3 Ways to Reduce Office Back Pain

Whether you’re still working from home or have made your way back to the office, chances are you find yourself stuck behind a screen and hunched over a keyboard for most of the day. The World Health Organization estimates that 60 to 85% of people worldwide lead sedentary lifestyles, thanks to our professions. This is an issue because sitting too much and not moving enough can lead to back pain and other severe back problems.

While sitting itself isn’t great, it’s often the way we sit that causes most of the problems. The good news is that there are things you can do that can help alleviate this discomfort. Here are three ways to reduce office back pain so you can enjoy your time outside of the office. 

How Does Sitting Cause Back Pain? 

One of the main reasons you get back pain when you are at the office is sitting in the same position for too long. Sitting in the same position for an extended period can cause stiffness and tension to build around the spine. The spine uses water and glycosaminoglycans to help it resist compressive forces. 

The issue arises when this tension forces water out of the discs in your spine. When this happens, the discs in your back can bulge, creating pressure on your spinal nerve. Therefore, you must take proactive measures to reduce the tension in your back and prevent long-term back pain caused by prolonged sitting. 

Ways to Reduce Office Back Pain

The steps for reducing your office back pain are surprisingly simple. It will take a bit of effort and motivation upfront, but you can resolve your existing pain and prevent future pain. Here are a few ways you can start tackling your pain. 

1. Create an Ergonomic Workspace

Having a workstation that is well-adjusted can make a world of difference when it comes to back pain. The first step is to make sure your desk, chair, and armrests are at the right height for you. Unless you are lucky enough to have access to an adjustable standing desk, you likely don’t have the option of determining how high your desk is. Thus, you want to place extra emphasis on the other areas of your workstation. 

Your chair is going to be one of the most important things to adjust. You want to sit as close to your desk as possible. Then you want your arms to form a 90-degree angle at the elbow. Most desk chairs have a hydraulic lift system that makes achieving this quite simple.

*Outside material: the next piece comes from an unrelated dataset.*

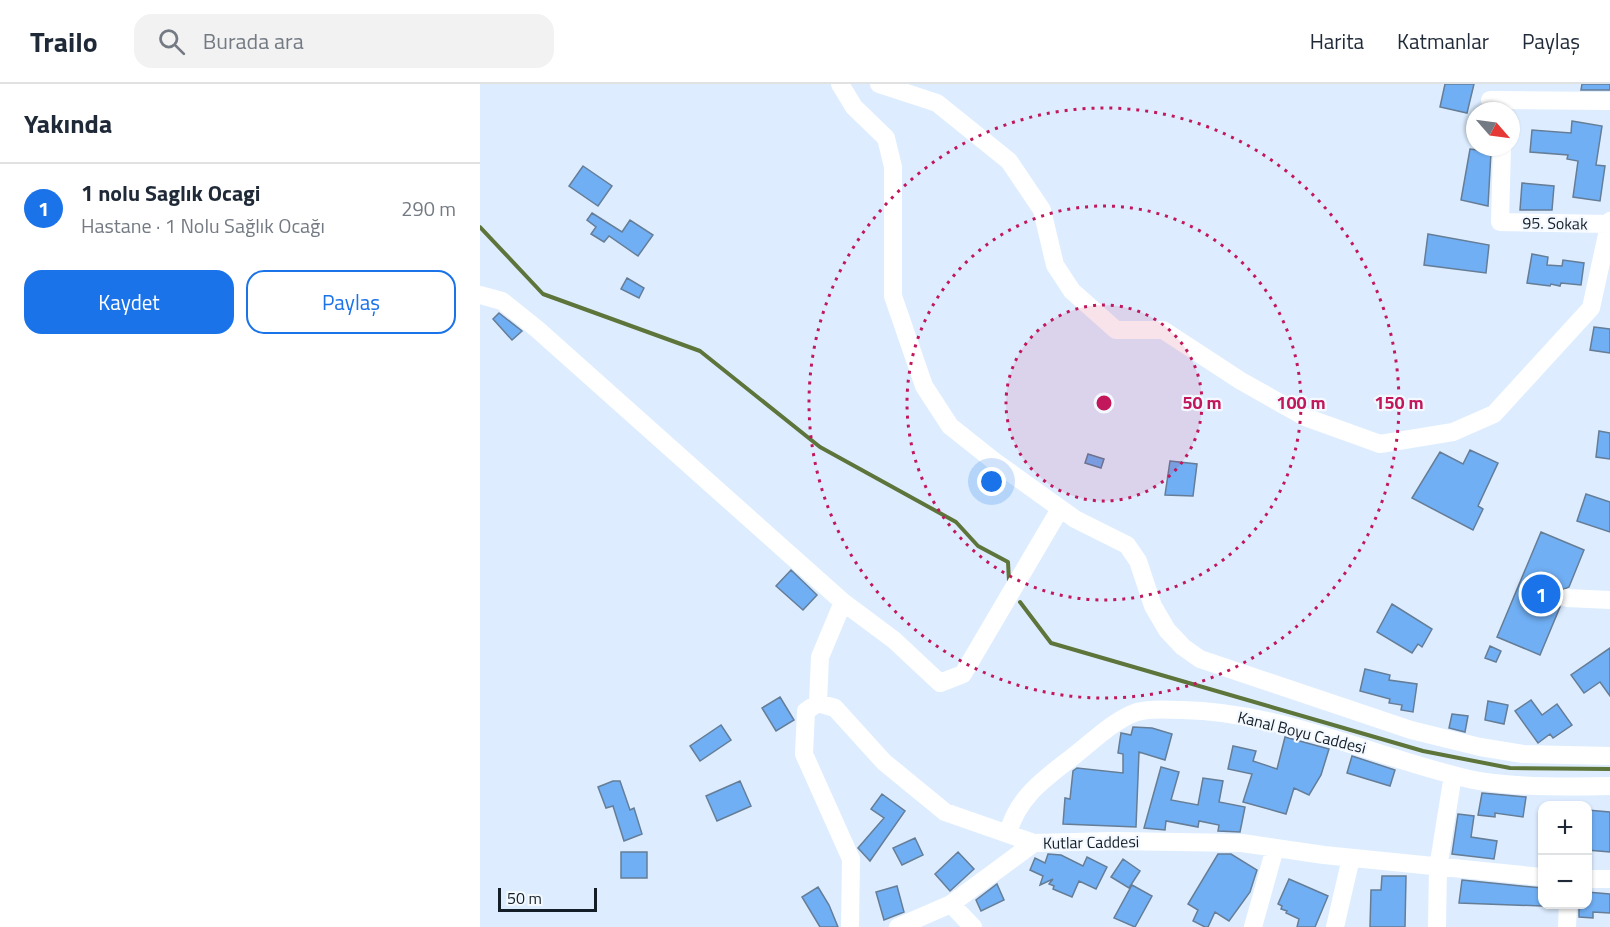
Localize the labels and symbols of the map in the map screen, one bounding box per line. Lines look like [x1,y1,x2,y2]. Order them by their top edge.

If you have adjustable armrests, you want them at a height that will lift your shoulders slightly to alleviate any strain in your shoulders and upper spine.  

Next, you’ll want to take measures to get your computer screen to eye level. Keeping your screen at eye level will prevent both neck and back pain. If your computer monitor needs raised, consider purchasing a stand to achieve the proper height. Lastly, you’ll want to keep the things you use most frequently, such as your mouse, phone, pens, etc., within arms reach. Keeping these items close to you will prevent repetitive stretching and will help you maintain your posture. 

2. Improve Your Posture

Remember getting yelled at for slouching when growing up? Well, it was said for good measure! Good posture can make a world of difference when it comes to office back pain. When you sit for a long time, you unknowingly begin to lean or slouch, creating tension around the spine. But, proper posture can alleviate this pressure. 

When you are working, try your best to keep your back fully against the back of your chair. You also want to keep your shoulders back while facing your computer screen head-on to keep your head and neck directly above your shoulders. Also, keeping your knees at a 90-degree angle with your feet flat can help you avoid lower back pain. 

If you can’t get this posture on your own, feel free to use accessories like a footrest, lumbar support cushion, etc. Once you are in a good position, it’s essential to keep your body relaxed. The tenser you get, the more pain you will have. 

3. Move Around

The biggest culprit of office back pain is sitting, so the best way to counteract this is to get up and move around. Rather than sit for hours on end, get up and take frequent short breaks. This will help keep you from staying in one position too long. Additionally, it is a good idea to stretch throughout the day to relieve the pain. 

Outside of the office, consider incorporating exercise that will help build your core and lower back muscles. Strengthening these muscles will help give you the support you need to maintain proper posture while you work. 

Conclusion

While these are a few steps you can take to reduce office back pain, don’t stop there. Stretch your back out before and after work to keep your muscles loose. It’s also important to maintain a healthy weight, eat a balanced diet, and get enough sleep. All of these factors will help your body recover from any aches and pains caused in the office. However, if your back pain worsens, visit your doctor. Even if it’s nothing but some sore muscles, at least you’ll have peace of mind, and you can proactively work towards reducing your back pain.